All these questions are essentially imponderables. Still, the very fact that they are imponderable leads to the conclusion that, in common with all scientists of great stature, the specific circumstances of Fermi’s life had an enormous impact on his scientific career. So though one doesn’t need to know much about Fermi’s personal life to study his specific scientific achievements—it is possible, for example, to read the beta decay paper without having any insight whatsoever into the circumstances of its creation—it is incorrect to conclude that an understanding of Fermi’s life is irrelevant to our understanding of his life as a scientist. It is, indeed, essential to grasp the relationship of circumstance to scientific creativity and achievement, to comprehend how history, personality, and circumstance combine to shape the development of any particular scientific achievement. In another context, the British historian of science Charles Percy (C. P.) Snow put it succinctly when he wrote, “If Fermi had been born a few years earlier, one could well imagine him discovering Rutherford’s atomic nucleus, and then developing Bohr’s theory of the hydrogen atom. If this sounds like hyperbole, anything about Fermi is likely to sound like hyperbole.” Snow was alluding to Fermi’s brilliance, but this assessment underscores the importance of circumstance in the development of a scientific career. Yes, Fermi may have discovered the atomic nucleus, he may have thought of the Bohr model of the atom, but he never had the opportunity to do so because he was born two decades too late. We are all are prisoners of the era into which we are born, scientists being no exception.

THE RECEIVED NARRATIVE OF HIS LIFE RINGS TRUE, BUT IT OBSCURES as well as illuminates. Why is there such a difference between the memories of his Italian students and those of his American students, particularly in regard to Fermi’s willingness to encourage them and to promote their careers? Why did he remain so long in Italy, working under a thuggish, essentially evil regime? Was there a part of him that grudgingly supported the fascist dictatorship? Did he really decide to come to the United States only when Mussolini promulgated the anti-Semitic laws that would have targeted his wife? Was he an enthusiastic participant in the Manhattan Project, as so many of the histories of the period suggest? Or was he perhaps somewhat reluctantly pulled along by events out of his control? In October 1949, he was an outspoken opponent of the development of the hydrogen bomb, but by the summer of 1950 he was working intensively on the project. Why? Any biographer must grapple with these questions, even if there are, in the end, no clear-cut answers.

HIS FAME DIMINISHES, EVEN AS HIS LEGACY GROWS.

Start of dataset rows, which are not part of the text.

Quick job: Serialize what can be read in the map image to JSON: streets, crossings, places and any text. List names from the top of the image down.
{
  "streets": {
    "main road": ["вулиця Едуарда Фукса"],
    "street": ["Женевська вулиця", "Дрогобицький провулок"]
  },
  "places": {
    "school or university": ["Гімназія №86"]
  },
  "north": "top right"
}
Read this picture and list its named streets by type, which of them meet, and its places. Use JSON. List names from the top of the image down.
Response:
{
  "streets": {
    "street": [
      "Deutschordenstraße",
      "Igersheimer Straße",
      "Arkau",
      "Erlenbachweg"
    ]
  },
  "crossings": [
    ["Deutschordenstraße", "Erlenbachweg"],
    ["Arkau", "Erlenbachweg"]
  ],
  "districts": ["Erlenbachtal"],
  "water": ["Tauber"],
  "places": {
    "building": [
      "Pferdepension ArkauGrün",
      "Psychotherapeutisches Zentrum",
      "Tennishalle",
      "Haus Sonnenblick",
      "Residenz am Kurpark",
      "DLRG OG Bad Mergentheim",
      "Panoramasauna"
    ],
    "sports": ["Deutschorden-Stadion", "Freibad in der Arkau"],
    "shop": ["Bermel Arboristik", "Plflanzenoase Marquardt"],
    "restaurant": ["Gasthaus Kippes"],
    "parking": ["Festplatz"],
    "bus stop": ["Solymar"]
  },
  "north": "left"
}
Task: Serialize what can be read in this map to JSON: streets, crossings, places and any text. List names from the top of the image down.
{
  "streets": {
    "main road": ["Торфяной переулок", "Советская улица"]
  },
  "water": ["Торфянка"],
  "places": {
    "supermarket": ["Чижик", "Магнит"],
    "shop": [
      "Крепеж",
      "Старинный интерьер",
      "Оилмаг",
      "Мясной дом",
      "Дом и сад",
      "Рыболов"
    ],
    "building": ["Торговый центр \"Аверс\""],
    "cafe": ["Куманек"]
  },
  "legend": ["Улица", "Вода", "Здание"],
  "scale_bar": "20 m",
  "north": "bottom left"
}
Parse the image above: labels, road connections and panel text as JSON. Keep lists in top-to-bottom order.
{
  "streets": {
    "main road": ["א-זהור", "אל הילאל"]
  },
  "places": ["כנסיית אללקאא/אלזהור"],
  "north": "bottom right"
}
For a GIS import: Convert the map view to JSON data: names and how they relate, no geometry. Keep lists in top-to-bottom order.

Perhaps the most enduring of his discoveries as far as the general public is concerned are those relating to his work on the atomic bomb, for which he earned the sobriquet “father of the nuclear age.” Even this, though, raises some important questions. The history of the Manhattan Project is the history of many thousands of scientists, engineers, soldiers, and others who had a hand in bringing about the development of nuclear weapons. Where the epithet most clearly fits is in his role in the development of the first nuclear reactors, devices that demonstrated the possibility of nuclear fission chain reactions that form the basis for nuclear explosions and that served as the production engines for plutonium, the element that formed the core of one of the two atomic bombs that ended World War II. These reactors were built in great haste, under enormous pressure, largely without well-formed engineering plans. Indeed, the first one, at the University of Chicago, emerged more or less fully formed directly from Fermi’s brain. In retrospect, the amazing fact is that they worked as anticipated and that the effort was scalable to a degree that astonishes engineers even today.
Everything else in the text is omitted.